I grew up in an all-white world.

Well, not exactly all white. There was Maurice, the black custodian at the local shopping center, who swept the sidewalks singing B.B. King songs. There was Joe Parche, the skinny, high-I.Q. boy who they bussed in from the city in an effort to “integrate” our high school. And there was Estelle, our cleaning lady.

Estelle came into my world surrounded with myth and mystery. My mother had prepared me for her arrival by drawing me aside to whisper: “Estelle’s son was a Black Panther; he got involved in those police shootings in Milwaukee.” I expected Estelle to somehow bear the marks of her son’s crime-soaked reputation, envisioning a hard, jaded looking woman, or perhaps an aging, sensual beauty of some kind. Instead, Estelle looked like someone’s grandma. Except quieter. In fact, she never spoke unless spoken to.
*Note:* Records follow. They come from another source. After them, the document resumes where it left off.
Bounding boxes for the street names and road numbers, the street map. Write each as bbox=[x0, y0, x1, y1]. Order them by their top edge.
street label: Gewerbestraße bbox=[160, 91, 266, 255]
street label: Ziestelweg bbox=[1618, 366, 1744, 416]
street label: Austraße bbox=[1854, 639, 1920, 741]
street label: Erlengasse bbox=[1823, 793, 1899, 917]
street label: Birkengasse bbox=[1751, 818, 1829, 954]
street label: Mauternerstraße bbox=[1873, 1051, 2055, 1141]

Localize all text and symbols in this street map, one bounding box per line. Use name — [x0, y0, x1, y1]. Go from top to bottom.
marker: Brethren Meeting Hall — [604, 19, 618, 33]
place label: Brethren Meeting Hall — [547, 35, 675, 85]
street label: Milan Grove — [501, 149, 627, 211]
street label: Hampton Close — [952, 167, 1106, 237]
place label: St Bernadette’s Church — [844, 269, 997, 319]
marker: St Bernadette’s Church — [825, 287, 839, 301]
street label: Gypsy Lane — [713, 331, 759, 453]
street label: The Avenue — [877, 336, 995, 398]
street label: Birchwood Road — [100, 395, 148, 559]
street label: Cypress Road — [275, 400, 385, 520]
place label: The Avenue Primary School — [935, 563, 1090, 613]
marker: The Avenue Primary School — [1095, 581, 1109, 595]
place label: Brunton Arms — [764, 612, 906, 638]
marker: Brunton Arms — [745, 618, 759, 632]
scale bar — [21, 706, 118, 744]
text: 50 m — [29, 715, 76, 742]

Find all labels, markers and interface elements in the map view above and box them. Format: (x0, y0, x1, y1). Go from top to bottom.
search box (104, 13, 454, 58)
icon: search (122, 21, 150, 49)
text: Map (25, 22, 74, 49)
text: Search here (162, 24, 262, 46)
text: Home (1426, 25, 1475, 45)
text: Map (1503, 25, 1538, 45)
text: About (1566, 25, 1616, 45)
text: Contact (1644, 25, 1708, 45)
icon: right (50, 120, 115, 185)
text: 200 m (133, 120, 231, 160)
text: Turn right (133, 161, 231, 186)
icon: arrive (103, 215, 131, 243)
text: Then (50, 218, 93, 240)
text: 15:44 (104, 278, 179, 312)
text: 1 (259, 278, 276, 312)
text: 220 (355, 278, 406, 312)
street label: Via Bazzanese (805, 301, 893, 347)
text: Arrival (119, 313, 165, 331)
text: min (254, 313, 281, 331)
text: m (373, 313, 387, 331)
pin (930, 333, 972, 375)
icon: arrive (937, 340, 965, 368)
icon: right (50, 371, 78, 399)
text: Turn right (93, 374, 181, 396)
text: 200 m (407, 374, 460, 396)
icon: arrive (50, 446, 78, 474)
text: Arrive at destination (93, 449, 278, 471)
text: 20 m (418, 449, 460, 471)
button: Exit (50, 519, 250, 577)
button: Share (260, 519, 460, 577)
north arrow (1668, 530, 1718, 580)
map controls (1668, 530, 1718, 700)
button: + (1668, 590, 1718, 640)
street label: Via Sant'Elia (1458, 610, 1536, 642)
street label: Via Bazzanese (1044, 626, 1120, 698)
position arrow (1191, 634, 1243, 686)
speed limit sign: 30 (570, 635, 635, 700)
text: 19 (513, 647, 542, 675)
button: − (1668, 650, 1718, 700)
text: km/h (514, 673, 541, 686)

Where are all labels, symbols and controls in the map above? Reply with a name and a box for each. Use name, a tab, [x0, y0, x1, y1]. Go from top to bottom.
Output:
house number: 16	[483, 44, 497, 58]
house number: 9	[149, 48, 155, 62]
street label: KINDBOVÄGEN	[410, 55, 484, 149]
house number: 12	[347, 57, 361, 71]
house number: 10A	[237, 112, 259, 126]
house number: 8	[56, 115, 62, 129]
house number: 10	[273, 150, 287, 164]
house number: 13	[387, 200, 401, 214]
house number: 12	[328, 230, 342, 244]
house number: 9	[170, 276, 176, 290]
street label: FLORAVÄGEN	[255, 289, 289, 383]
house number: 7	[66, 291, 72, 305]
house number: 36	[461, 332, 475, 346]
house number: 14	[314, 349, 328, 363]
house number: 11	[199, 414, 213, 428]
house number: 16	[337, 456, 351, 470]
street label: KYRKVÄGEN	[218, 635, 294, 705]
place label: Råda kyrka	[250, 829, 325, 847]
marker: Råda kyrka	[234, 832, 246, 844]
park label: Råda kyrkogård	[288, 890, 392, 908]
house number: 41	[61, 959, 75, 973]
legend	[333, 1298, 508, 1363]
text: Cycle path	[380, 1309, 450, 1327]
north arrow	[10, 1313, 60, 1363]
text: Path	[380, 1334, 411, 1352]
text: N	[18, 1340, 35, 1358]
All the grandiosity of my status as a neophyte of the sixties hippie culture, which held hands with Civil Rights Movement and purported to tear down the walls of race and social status, restoring equality and harmony with all, crashed into the silence between us. What was this silence but a vibration broken in mid-air like a bird song muffled by a cat paw? It was never meant to be, and I would make it go away.

But when I came through the front door Tuesday afternoons, there she would be, the black servant in my all-white kingdom, showing wordless respect. Estelle, I wanted to say, I was born into this kingdom. I didn’t build it or make it what it is. And now that I’m growing up and analyzing what I have always ignored, I see gaping holes in the politics that say that you and I are somehow on a different plane just because you work for my mother and your skin doesn’t match mine. So let’s be friends, let’s be equals, let’s begin utopia right here and now.

But I couldn’t say all that, so I would say, “Do you want some orange juice?”

At which point Estelle would turn slightly from her dusting and croon, “Why, yes, Honey-child, that would be so nice.” I would fetch the orange juice and set it down on the table. This was our weekly ritual. A peace offering of orange juice to a race of people long ravaged by my own. In her people’s behalf she accepted graciously, willing away the bitter darkness as the sweet nectar of Florida sunshine washed her throat. “Estelle, do you want some orange juice?” “Why, yes, Honey-child, that would be so nice.” It was all I could manage.

At my all-white college we over-compensated in a kind of starry-eyed admiration. This was another attempt to keep people of color at a distance, though. Our great-grandparents traded them like cars, our grandparents made them ride in the back, our parents shut them out of their country clubs, but we are going to make up for it all and worship them.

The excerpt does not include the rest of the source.